Case ID: colo_77/html/0260-01.html
Source: Caselaw Access Project
Author: {"author": "Mr. Justice Campbell", "license": "Public Domain", "url": "https://static.case.law/"}
Date Created: 2024-08-24T03:29:51.129683

No. 11,017.
    Hultquist v. Hultquist.
    Decided May 4, 1925.
    Action for divorce. Temporary alimony awarded plaintiff.
    
      Writ of Error Dismissed.
    
    1. Appeal and Error — Divorce and Alimony. A judgment awarding temporary alimony is final in the sense that it may be reviewed by writ of error when rendered in a divorce action.
    2. Divorce and Alimony — Review. No writ of error from the Supreme Court may be taken to review any judgment or decree in a divorce action unless the notice prescribed by section 5605, C. L. ’21, is given.
    
      Error to the District Court of Yuma County, Hon. H. E. Munson, Judge.
    
    Mr. Walter S. Coen, Mr. William B. Paynter, Mr. Omer T. Mallory, for plaintiff in error.
    Messrs. Allen, Webster & Drath, for defendant in error.
    
      Department Three.
    
   Mr. Justice Campbell

delivered the opinion of the court.

In a divorce action there was an award of temporary alimony to the plaintiff, Jennie S. Hultquist, to review which the defendant John Hultquist sued out this writ of error. In a companion case No. 10998, a lunacy proceeding, Jennie S. Hultquist, Plaintiff in Error v. People of the State of Colorado, Defendant in Error, 77 Colo. 310, 236 Pac. 995, which was argued orally with the instant case, some of the questions here raised are there decided. We make no application of that decision to this controversy at this time, as this writ of error must be dismissed for want of jurisdiction and it would not be proper now to discuss the case on its merits.

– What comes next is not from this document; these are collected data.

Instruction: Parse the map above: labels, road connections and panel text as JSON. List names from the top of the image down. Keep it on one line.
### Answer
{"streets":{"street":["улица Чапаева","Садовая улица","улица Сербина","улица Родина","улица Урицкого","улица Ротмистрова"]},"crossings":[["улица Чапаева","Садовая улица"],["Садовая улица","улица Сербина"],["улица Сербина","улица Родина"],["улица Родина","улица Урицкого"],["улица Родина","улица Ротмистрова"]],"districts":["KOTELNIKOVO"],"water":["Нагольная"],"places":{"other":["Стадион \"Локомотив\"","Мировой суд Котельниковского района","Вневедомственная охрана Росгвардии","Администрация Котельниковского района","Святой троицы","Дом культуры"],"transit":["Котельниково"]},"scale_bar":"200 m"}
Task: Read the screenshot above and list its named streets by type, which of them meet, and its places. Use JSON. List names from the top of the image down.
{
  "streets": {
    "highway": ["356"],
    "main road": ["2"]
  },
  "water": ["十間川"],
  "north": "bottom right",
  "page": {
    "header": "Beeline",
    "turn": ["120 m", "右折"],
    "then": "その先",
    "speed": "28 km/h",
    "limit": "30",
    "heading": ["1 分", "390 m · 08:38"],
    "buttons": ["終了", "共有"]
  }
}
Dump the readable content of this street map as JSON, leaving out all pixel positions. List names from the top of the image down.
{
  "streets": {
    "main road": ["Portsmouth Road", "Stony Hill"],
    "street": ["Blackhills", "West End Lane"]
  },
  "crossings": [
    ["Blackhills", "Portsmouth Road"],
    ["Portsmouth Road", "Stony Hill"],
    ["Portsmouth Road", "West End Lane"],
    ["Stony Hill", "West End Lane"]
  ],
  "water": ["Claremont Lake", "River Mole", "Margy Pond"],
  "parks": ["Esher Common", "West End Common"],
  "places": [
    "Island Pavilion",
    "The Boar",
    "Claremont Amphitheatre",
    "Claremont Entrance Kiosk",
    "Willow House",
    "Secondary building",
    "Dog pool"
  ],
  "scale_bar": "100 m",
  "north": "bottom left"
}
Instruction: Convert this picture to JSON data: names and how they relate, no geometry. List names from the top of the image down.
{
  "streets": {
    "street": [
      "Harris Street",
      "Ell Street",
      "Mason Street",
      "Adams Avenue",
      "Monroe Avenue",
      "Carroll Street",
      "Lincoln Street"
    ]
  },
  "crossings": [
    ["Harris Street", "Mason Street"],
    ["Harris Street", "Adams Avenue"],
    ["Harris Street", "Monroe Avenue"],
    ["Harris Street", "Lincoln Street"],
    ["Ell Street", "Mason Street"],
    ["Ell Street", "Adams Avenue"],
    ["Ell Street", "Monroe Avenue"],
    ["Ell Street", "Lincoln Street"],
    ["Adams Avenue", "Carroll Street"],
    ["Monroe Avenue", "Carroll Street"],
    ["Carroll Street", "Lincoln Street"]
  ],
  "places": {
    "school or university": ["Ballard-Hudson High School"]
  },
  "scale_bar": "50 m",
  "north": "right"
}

A judgment awarding temporary alimony is final in the sense that it may be reviewed by a writ of error when it is rendered in a divorce action. This court in a series of cases, beginning with Chamberlain v. Chamberlain, 66 Colo. 562, 185 Pac. 354, followed by Diegel v. Diegel, 73 Colo. 330, 215 Pac. 143, Perry v. Perry, 74 Colo. 106, 219 Pac. 221, and Miller v. Miller, 74 Colo. 143, 219 Pac. 783, has decided that under the restriction of section 5605, C. L. 1921, no writ of error from the Supreme Court shall be taken or allowed or prosecuted to review any judgment or decree of any court rendered in an action for divorce unless the unsuccessful party shall within five days from the date thereof file with the clerk of the court a written notice that he or she will apply within sixty days from the date of the said judgment or decree for a writ of error. This notice was not given in this case. The reasons for the ruling are given in the cited cases and need not be repeated. We are obliged, therefore, to dismiss this writ of error for lack of jurisdiction to maintain it.

Mr. Chief Justice Allen and Mr. Justice Sheafor concur.